Translation matches the vocabularies by the keys and uses the outer product of the corresponding semantic pointers as a transformation matrix to transform vectors from one vocabulary to another vocabulary. This works also with vocabularies of differing dimensionality.

[6]:

d1 = 16
d2 = 32
vocab1 = spa.Vocabulary(d1, pointer_gen=rng)
vocab1.populate("A")
vocab2 = spa.Vocabulary(d2, pointer_gen=rng)
vocab2.populate("A")

with spa.Network() as model:
    state1 = spa.State(vocab=vocab1)
    state2 = spa.State(vocab=vocab2)
    spa.sym.A >> state1
    spa.translate(state1, vocab2) >> state2

    p = nengo.Probe(state2.output, synapse=0.03)

[7]:

with nengo.Simulator(model) as sim:
    sim.run(0.5)

[8]:

plt.plot(sim.trange(), spa.similarity(sim.data[p], vocab2), label="vocab2")
plt.xlabel("Time [s]")
plt.ylabel("Similarity")
plt.legend(loc="best")

[8]:

<matplotlib.legend.Legend at 0x7f649adcbf40>

../_images/examples_vocabulary-casting_11_1.png

Further options¶

Both translate and reinterpret try to infer the target vocabularies, but this might not be possible in all cases. Thus, both functions take an additional argument which can either be a SPA module or a vocabulary. If it is a SPA module (e.g., translate(state1, state2)), that module’s vocabulary will be used as target vocabulary. If it is a vocabulary, the given vocabulary will be used as target vocabulary (e.g., translate(state1, vocab2)).
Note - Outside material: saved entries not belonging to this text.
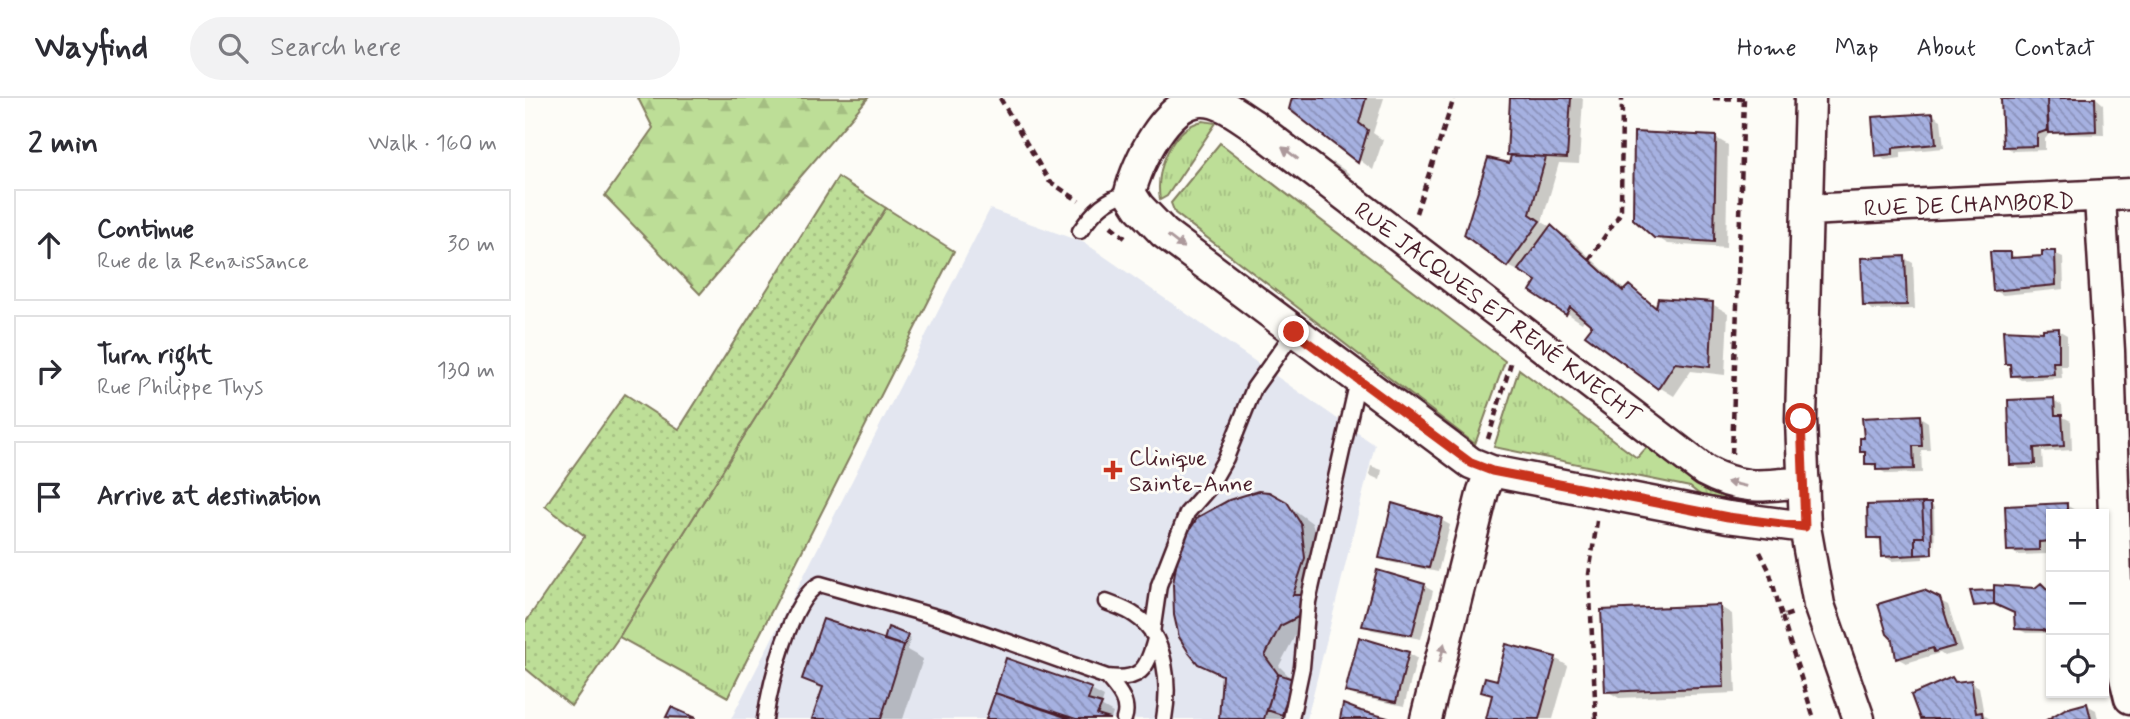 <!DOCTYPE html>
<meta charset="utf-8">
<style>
:root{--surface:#fff;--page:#f2f2f3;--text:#2b2b33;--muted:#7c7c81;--line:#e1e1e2}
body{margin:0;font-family:Mynerve,sans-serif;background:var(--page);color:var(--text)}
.controls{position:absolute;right:21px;bottom:21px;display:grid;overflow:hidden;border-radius:0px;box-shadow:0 2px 5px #0004}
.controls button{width:63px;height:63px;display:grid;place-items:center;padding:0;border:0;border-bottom:2px solid var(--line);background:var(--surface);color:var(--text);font:35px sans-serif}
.stop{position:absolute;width:21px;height:21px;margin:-16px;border:5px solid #c8321e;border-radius:50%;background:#fff}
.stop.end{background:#c8321e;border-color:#fff;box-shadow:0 2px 7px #0008}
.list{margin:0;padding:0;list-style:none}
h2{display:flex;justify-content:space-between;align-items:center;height:91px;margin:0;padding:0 28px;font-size:30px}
h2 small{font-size:23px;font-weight:400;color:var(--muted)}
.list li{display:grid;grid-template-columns:46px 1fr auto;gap:21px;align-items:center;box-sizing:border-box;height:112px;margin:0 14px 14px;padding:0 14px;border:2px solid var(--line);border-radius:0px}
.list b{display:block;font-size:26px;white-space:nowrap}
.list p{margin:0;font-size:23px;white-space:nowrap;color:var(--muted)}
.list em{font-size:23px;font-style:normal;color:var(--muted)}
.icon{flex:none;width:38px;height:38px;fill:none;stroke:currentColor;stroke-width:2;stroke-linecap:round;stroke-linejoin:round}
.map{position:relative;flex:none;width:1605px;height:621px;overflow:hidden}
header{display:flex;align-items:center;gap:42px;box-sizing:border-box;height:98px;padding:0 35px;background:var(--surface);border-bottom:2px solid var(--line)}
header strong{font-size:33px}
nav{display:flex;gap:38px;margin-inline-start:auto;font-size:24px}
.search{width:490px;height:63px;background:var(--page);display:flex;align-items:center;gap:18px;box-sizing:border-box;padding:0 24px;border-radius:38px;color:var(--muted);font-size:26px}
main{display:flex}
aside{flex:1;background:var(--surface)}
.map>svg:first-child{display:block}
.built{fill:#e3e6f0}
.grass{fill:url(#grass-tufts);stroke:#847e61;stroke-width:2}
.forest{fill:url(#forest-firs);stroke:#847e61;stroke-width:2}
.garden{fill:url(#garden-dots);stroke:#847e61;stroke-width:2}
.shadow{fill:#0003}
.building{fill:url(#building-back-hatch);stroke:#4a1f2b;stroke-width:2}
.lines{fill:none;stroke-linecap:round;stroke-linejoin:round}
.lane-casing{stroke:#4a1f2b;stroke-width:19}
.street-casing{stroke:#4a1f2b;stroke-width:35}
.path{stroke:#4a1f2b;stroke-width:4.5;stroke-dasharray:7 5;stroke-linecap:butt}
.lane{stroke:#fdfcf7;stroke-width:14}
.street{stroke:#fdfcf7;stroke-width:30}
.oneway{fill:#ac999b}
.route{stroke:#c8321e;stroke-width:9}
.poi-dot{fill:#c8321e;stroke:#fdfcf7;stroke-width:2.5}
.labels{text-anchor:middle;stroke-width:6;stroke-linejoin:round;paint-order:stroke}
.street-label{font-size:23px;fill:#4a1f2b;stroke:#fdfcf7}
.poi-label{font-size:23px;fill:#4a1f2b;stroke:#fdfcf7;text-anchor:start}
</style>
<header>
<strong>Wayfind</strong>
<div class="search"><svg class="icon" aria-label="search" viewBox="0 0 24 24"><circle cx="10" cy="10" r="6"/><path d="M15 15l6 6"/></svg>Search here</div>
<nav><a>Home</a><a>Map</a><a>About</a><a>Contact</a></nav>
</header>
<main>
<aside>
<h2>2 min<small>Walk · 160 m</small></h2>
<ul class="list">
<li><svg class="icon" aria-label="ahead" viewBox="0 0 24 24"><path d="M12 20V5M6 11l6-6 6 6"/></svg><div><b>Continue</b><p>Rue de la Renaissance</p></div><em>30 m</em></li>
<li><svg class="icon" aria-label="right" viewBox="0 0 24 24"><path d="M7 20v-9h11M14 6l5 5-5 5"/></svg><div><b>Turn right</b><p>Rue Philippe Thys</p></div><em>130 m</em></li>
<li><svg class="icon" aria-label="arrive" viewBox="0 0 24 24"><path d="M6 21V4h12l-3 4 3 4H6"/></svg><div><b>Arrive at destination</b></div></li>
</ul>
</aside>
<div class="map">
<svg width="1605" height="621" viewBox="0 0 1605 621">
<defs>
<pattern id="grass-tufts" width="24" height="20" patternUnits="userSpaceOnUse" patternTransform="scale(1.75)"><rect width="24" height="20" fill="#bdde97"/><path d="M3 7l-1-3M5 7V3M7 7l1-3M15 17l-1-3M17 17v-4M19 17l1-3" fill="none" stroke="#a4be82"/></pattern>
<pattern id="forest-firs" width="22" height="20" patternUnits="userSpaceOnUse" patternTransform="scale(1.75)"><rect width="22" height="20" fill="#bdde97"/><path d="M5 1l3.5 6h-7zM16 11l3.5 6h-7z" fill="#a4be82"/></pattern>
<pattern id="garden-dots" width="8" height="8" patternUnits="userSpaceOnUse" patternTransform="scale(1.75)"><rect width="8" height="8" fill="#bdde97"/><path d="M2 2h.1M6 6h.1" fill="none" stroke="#a4be82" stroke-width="1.8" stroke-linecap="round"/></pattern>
<pattern id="building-back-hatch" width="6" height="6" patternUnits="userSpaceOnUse" patternTransform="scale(1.75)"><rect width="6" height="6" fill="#a6b1e1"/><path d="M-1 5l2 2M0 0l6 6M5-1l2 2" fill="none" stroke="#898fb7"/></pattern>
</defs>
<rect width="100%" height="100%" fill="#fdfcf7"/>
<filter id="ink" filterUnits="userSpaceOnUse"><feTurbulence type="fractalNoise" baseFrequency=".0143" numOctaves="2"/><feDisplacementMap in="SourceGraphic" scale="14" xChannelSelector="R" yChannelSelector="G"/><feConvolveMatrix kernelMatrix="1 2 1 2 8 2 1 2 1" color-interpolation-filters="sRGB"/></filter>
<g filter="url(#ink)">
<path class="built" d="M465 111 560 145 850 347 782 621H206Z"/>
<path class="grass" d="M678 23 691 25 642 98 635 102C630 72 646 30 678 23Z
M695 45 980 263 950 346 650 115 646 105Z
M361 110 429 153 203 599 94 539Z
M994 271 1112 360 1123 348 1186 393 1198 397V405L1179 400 1165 389 969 349Z"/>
<path class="forest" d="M113 0H343L175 196 80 98 128 30Z"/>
<path class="garden" d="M313 79 361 110 94 539 46 608 0 570V525L60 438 20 408 100 296 154 331Z"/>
<path class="shadow" d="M769 0H859L848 35 858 42 848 72 766 10Z
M987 0H1058L1054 66 1034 65 1017 124 1042 138 1101 193 1105 189 1133 209 1187 206 1203 215 1200 277 1166 273 1149 298 1134 289 1060 220 1057 225 1007 192 1014 183 983 168 941 136 986 68Z
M1513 0H1571L1578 6 1579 37 1524 36 1520 41V52L1488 53 1480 48Z
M1408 17 1416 22 1419 50 1376 54V60L1360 62 1352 57Z
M1191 40 1203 47 1201 150 1143 146 1130 138Z
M808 64 825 76 823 79 806 67Z
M1529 155 1538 159 1539 191 1478 197 1469 192 1485 156 1495 161 1519 160Z
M1379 160 1388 165 1390 211 1348 212 1340 207Z
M1533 232 1542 237V268H1536L1537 280 1496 282 1488 277 1487 268 1481 265 1519 235Z
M1528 302 1537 307 1538 319 1546 323 1547 352 1517 354 1518 370 1495 371 1487 366Z
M1395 319 1403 324 1405 352H1396L1397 375 1362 376 1342 365 1341 356 1337 353 1340 341Z
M846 368 857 372 855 382 844 377Z
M752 399 787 425 795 452 784 504 790 508 788 528 771 536 754 568 771 585 759 621H696Z
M1405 407 1409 409 1410 458 1409 443H1405V458H1398V461L1367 463 1359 458 1358 444 1345 439Z
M1541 407 1550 412V416H1526V448H1522V456L1493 457 1484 452 1482 409Z
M916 422 925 427 913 474 864 464 856 459Z
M1517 487 1526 491V535H1501L1492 530 1491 515 1475 507H1451L1510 492Z
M899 488 908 493 896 541 847 532 839 527Z
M1398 494 1423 507 1438 553 1419 558 1415 555 1381 565 1372 560Z
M1194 508 1207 516 1211 595 1094 600 1082 593Z
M383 538 386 540 382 552 398 561 378 621H289L299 592 279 581Z
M883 555 892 560 879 608 830 598 822 593Z
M1030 560 1043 568 1028 621H963L969 599 958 593Z
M483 562 566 592 579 599 576 608 588 615 586 621H463Z
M1427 581 1433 585 1446 584 1454 589 1459 617 1465 621H1398Z
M1562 607 1571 612 1573 621H1527Z
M147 611 168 621H143Z"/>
<path class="building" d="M767 0H841L834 25 843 32 833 65 764 11Z
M985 0H1046L1042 60 982 57Z
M1522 0 1523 32 1512 36V48L1478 49 1476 1Z
M1522 0H1570L1571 33 1524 35Z
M1408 15 1411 46 1368 50V56L1350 58 1347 19Z
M1109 34 1191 38 1189 144 1129 140 1108 121Z
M986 57 1021 59 1005 116 1015 123 982 169 939 137 963 60 984 65Z
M1026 127 1098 193 1104 187 1131 210 1133 200 1188 204 1185 269 1150 265 1133 291 1060 237 1067 228 1045 209 1041 217 1005 193 1011 183 993 172Z
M1517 153H1530L1531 187 1468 193 1465 154H1486V160L1517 158Z
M1380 158 1382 207 1338 208 1336 160Z
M1534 230V264H1528L1529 276 1486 278 1485 266H1480L1478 232 1518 234V231Z
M1529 300 1530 317H1537L1539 348 1509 350 1510 366 1485 367 1483 302Z
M1395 317 1397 348H1388L1389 371 1351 372V366H1340V354H1335V340H1339L1337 320Z
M733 393 744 394 762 404 776 426 780 460 768 497H776L773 519 755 528 740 558 753 576 739 621H694L697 577 673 566 664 555 654 539 649 517 648 486 652 461 660 439 673 419 704 402Z
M867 405 917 420 904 470 854 460Z
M1397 405H1406L1407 456 1390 457V439H1399Z
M1397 405 1399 439H1390V457L1357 459 1356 440H1343L1342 407Z
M1542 405V416H1526V443L1514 444V452L1482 453 1480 408Z
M852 472 900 486 887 537 837 528Z
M1516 485 1526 495V536L1518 532 1490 531 1489 515 1469 506V487L1510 490Z
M1399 492 1415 500 1430 548 1409 554 1408 550 1371 561 1368 542 1362 536 1353 506Z
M1469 492V506L1449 508 1445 493Z
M1195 507 1199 589 1080 594 1076 512Z
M298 521 379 548 356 621H287L298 589 277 581Z
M363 529 383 537 379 548 359 542Z
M834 539 884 554 871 604 820 594Z
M981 546 1031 559 1014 621H961L967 597 956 594 960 579 972 582Z
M481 560 567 590 563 602 577 606 572 617 585 621H551L470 595Z
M753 576 768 581 757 617 742 612Z
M1427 579 1430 584 1446 582 1451 615 1457 614 1458 621H1395L1386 597Z
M470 595 532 616 545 621H461Z
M1562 605 1566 621H1523L1540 611Z
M818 606 836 613 867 621H815Z
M146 609 171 620 141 619Z"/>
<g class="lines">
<g class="lane-casing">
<path id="lane" d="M555 133C569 113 581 100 605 95
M581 504C591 508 602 511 611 518 642 538 645 588 639 621
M627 535 634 487 662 415 683 391 701 360 729 290 769 234
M582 579C615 583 622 572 630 541
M240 621C245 588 265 500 295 486L422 522 582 579C592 591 605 604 599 621
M766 621 777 569 783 504 833 282"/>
</g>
<g class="street-casing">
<path id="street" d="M1285 0 1276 321 1280 429 1294 507 1334 621
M1575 100 1584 253 1593 551 1605 600
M1282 112 1605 96
M1279 384C1239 388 1217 393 1180 373L727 26C713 17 696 3 678 3 642 2 612 65 605 95L614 109 639 135 946 365 966 373 1203 419 1280 429
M901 621 958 393 966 373"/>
</g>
<path class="path" d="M475 0 524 83 554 103
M1188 0 1219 1
M891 115 929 0
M586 128 600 140
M1064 162 1096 114 1097 0
M963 341 987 262
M1207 356 1219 0
M1235 454 1244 472 1257 519 1268 515
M1257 519 1289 621
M1071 621 1064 476 1072 423"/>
<use href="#lane" class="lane"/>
<use href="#street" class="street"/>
</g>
<defs><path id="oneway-solid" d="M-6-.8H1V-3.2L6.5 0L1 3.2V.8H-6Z" transform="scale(1.75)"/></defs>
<g class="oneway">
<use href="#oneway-solid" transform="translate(765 55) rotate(-143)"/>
<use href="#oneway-solid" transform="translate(651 144) rotate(37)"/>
<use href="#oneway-solid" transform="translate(1211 386) rotate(-167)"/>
<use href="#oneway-solid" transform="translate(917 555) rotate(-76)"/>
</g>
</g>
<g class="lines" filter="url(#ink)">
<path class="route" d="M769 234 946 365 967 373 1203 419 1280 429 1276 321"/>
</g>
<path class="poi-dot" d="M584.5 361.5h7v7h7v7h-7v7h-7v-7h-7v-7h7z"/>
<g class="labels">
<g class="street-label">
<text transform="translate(1444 106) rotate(-2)" y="8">RUE DE CHAMBORD</text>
<text transform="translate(973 214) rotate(37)" y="8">RUE JACQUES ET RENÉ KNECHT</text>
</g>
<g class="poi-label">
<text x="604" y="367">Clinique<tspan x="604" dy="26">Sainte-Anne</tspan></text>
</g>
</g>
</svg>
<div class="controls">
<button>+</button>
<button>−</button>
<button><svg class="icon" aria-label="locate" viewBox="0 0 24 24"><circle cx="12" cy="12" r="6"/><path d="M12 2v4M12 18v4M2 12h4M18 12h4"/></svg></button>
</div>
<div class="stop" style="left:1276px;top:321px"></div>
<div class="stop end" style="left:769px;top:234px"></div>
</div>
</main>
Note that in the latter case a dictionary specifying the names and vocabularies has to be passed as the vocabs argument to the Actions instance like so: Actions('translate(state1, vocab2) -> state2').

Note that you can give the second argument to translate and reinterpret also as a keyword argument (e.g., translate(state1, vocab=state2).